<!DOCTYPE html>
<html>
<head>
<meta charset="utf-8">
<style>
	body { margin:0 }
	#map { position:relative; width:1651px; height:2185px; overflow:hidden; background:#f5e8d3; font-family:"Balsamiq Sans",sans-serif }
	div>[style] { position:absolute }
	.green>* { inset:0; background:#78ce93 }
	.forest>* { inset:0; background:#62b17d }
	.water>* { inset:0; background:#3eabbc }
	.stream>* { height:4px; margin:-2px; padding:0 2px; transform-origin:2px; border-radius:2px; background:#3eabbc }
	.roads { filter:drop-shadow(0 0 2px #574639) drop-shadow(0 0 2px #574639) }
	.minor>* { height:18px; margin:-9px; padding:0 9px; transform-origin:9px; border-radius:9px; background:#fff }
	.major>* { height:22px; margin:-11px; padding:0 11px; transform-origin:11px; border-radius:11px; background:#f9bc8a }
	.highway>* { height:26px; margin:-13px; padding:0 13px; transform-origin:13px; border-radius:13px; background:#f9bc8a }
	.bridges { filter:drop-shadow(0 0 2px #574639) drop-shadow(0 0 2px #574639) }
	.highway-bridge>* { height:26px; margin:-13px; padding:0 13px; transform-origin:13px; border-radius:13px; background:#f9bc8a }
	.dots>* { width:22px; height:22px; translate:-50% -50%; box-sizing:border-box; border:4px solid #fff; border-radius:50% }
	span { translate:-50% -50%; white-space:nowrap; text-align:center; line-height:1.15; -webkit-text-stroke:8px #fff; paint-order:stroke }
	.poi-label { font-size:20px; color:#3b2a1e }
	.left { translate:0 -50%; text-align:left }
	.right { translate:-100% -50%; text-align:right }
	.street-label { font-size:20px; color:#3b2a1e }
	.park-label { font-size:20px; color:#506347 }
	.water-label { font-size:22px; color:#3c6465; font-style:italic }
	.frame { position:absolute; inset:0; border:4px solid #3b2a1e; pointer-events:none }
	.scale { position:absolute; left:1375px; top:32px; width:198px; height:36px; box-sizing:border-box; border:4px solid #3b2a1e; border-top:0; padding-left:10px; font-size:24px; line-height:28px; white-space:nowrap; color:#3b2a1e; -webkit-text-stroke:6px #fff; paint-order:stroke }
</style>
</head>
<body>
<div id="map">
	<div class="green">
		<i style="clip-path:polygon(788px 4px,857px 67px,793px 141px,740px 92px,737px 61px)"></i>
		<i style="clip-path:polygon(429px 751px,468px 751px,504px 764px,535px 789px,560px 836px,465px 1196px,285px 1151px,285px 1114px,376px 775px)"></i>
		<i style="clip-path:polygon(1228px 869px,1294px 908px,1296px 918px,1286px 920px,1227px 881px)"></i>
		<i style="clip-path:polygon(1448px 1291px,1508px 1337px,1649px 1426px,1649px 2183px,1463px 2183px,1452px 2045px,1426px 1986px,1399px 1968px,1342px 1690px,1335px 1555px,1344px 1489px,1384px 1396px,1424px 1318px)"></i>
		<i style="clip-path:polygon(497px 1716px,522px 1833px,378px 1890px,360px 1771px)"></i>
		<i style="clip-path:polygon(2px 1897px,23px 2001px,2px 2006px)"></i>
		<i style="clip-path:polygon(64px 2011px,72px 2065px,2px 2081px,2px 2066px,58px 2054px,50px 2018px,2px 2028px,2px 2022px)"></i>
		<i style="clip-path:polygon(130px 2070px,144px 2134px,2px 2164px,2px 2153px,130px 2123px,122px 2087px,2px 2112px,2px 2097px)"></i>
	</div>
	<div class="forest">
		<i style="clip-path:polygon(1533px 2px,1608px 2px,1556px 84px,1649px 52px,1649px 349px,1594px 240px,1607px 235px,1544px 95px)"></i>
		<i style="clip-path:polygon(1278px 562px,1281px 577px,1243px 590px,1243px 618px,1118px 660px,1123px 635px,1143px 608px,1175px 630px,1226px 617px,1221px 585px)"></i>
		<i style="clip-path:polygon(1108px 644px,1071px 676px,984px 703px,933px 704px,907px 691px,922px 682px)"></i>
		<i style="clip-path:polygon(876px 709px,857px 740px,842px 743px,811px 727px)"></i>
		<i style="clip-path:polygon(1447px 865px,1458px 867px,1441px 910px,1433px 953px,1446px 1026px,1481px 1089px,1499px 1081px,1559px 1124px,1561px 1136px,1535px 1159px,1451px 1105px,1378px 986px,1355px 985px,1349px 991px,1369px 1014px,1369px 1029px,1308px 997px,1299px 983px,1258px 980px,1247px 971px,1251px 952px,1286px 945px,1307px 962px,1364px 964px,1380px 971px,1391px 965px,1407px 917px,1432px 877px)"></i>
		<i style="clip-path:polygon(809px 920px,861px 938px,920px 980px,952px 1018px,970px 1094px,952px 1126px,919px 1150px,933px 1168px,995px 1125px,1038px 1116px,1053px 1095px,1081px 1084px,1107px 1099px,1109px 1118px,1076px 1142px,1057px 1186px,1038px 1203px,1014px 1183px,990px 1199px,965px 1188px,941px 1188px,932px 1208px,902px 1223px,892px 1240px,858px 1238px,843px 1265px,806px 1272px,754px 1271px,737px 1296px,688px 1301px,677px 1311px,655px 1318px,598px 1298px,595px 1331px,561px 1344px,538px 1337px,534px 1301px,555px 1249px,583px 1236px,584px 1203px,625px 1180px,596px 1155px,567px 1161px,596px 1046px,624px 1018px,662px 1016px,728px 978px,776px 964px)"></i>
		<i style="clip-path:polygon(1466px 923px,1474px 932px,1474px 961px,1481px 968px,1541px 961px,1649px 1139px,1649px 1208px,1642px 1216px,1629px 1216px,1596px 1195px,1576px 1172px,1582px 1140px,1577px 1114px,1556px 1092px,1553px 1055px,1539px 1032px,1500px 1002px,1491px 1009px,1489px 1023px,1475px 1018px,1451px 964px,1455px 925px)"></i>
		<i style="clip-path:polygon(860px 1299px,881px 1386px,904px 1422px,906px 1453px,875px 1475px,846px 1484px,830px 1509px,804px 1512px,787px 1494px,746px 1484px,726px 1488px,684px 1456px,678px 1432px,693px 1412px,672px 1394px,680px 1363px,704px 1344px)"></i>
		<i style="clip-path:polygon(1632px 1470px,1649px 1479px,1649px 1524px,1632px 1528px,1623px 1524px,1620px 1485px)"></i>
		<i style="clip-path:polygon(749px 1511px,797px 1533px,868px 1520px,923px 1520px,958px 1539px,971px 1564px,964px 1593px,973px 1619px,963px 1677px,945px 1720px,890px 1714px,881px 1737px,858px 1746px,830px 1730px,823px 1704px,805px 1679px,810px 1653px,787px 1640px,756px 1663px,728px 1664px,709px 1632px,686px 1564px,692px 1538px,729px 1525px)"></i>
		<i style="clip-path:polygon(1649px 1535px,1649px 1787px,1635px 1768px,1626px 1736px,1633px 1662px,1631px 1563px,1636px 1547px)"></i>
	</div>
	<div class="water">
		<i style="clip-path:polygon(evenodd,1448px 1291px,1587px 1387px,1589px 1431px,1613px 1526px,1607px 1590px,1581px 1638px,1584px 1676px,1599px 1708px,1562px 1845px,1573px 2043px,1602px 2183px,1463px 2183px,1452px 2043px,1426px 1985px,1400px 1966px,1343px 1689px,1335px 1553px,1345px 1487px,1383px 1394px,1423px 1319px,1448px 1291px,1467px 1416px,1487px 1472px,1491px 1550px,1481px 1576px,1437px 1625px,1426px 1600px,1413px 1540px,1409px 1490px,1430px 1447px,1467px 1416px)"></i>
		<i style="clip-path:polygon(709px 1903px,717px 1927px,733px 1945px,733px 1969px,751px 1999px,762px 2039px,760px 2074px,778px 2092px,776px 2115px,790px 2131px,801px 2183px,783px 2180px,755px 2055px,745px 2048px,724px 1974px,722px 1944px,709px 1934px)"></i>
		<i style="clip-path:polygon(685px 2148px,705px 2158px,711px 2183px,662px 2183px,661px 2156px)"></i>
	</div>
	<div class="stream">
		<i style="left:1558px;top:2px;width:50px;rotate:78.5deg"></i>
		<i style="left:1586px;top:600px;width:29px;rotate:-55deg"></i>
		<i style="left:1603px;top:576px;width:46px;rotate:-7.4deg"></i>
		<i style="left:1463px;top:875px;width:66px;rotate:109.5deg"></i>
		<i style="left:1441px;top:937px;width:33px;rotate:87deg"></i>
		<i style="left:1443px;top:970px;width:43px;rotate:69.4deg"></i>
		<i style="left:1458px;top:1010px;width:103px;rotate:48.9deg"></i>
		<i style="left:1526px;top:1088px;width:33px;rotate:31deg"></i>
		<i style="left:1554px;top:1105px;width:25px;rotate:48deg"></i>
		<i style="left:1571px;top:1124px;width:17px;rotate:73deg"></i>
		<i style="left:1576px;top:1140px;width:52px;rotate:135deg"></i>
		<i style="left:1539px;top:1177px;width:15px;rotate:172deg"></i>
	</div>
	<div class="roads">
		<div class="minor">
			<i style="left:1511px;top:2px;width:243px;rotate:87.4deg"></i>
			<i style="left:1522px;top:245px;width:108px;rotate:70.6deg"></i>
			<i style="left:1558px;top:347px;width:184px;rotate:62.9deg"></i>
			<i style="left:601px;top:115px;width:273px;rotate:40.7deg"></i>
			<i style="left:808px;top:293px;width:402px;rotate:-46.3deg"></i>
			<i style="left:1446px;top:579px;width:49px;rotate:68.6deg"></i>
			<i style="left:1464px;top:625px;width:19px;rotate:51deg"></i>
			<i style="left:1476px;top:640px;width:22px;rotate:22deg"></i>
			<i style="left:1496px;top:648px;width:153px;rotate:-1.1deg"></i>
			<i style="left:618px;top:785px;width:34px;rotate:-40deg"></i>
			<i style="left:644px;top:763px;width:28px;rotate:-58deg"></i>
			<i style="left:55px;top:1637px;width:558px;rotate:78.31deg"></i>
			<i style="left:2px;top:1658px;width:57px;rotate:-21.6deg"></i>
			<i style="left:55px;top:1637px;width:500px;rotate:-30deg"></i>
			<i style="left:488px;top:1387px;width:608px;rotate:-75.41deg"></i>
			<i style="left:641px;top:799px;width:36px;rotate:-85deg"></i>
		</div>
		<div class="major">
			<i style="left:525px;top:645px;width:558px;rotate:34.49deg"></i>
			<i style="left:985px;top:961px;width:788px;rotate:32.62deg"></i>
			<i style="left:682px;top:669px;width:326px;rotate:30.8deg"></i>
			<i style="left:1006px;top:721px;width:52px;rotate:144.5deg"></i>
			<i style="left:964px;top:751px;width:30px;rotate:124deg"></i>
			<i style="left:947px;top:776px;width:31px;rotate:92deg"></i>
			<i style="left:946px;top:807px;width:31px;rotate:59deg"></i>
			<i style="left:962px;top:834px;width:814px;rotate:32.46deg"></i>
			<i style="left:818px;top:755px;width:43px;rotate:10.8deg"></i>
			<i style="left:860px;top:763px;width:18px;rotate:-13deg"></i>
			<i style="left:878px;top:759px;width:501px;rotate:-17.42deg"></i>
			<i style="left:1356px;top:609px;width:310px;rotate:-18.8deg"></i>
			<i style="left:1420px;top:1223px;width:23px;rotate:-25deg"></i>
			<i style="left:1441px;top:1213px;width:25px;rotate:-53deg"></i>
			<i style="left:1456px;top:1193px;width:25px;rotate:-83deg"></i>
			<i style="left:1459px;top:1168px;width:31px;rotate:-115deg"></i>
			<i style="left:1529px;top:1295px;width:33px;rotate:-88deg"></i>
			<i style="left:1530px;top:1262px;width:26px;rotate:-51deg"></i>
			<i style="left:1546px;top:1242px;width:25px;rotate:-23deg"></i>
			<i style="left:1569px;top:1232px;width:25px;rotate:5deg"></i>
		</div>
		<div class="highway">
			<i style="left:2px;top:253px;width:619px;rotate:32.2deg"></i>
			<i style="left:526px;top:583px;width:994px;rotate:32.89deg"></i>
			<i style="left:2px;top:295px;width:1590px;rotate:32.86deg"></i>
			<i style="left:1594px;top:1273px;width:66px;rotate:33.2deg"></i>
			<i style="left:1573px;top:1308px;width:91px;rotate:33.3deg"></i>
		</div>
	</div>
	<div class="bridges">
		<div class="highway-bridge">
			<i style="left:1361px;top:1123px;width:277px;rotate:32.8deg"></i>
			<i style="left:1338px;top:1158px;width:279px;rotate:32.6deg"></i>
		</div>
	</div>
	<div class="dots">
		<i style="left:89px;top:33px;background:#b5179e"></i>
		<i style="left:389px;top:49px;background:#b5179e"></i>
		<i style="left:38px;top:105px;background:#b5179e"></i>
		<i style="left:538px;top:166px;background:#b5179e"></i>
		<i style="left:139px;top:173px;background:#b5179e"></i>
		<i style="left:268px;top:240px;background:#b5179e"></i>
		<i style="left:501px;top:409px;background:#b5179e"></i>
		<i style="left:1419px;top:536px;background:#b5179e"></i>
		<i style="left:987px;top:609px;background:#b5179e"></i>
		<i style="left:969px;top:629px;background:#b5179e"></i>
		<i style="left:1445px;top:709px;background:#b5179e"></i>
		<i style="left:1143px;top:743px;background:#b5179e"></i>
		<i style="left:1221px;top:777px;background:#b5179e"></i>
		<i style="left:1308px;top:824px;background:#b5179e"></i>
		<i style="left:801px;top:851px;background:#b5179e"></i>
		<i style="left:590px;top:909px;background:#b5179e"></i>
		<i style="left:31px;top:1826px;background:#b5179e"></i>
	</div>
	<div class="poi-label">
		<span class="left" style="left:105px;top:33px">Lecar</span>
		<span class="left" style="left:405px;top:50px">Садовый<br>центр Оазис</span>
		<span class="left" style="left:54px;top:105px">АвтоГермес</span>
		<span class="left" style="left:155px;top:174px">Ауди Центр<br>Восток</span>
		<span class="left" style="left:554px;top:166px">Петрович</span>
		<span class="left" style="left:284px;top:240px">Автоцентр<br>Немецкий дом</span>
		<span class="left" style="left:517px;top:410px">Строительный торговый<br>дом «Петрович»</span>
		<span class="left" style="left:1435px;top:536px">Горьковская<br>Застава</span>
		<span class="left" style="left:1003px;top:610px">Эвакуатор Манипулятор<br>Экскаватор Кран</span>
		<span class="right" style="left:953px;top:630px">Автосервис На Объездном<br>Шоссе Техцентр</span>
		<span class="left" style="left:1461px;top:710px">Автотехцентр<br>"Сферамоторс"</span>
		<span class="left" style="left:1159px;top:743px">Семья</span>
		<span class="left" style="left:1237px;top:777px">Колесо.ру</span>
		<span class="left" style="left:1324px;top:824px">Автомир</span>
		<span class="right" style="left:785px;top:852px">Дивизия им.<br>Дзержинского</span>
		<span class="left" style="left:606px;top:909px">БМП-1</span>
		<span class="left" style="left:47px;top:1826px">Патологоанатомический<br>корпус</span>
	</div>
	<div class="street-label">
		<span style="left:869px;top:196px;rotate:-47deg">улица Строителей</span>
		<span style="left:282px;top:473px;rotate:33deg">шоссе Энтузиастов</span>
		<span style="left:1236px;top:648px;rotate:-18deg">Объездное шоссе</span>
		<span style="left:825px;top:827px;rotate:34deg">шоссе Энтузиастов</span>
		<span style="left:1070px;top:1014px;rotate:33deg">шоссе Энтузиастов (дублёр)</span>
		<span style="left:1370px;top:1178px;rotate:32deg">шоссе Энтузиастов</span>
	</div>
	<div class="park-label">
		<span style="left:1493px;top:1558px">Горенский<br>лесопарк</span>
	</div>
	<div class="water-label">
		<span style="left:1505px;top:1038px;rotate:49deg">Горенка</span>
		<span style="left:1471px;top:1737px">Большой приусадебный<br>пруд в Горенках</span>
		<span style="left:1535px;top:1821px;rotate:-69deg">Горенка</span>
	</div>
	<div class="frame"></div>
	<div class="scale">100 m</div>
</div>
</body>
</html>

——

Pull out all lines from the entries above that include the word "stream".

The completed task:
	.stream>* { height:4px; margin:-2px; padding:0 2px; transform-origin:2px; border-radius:2px; background:#3eabbc }
	<div class="stream">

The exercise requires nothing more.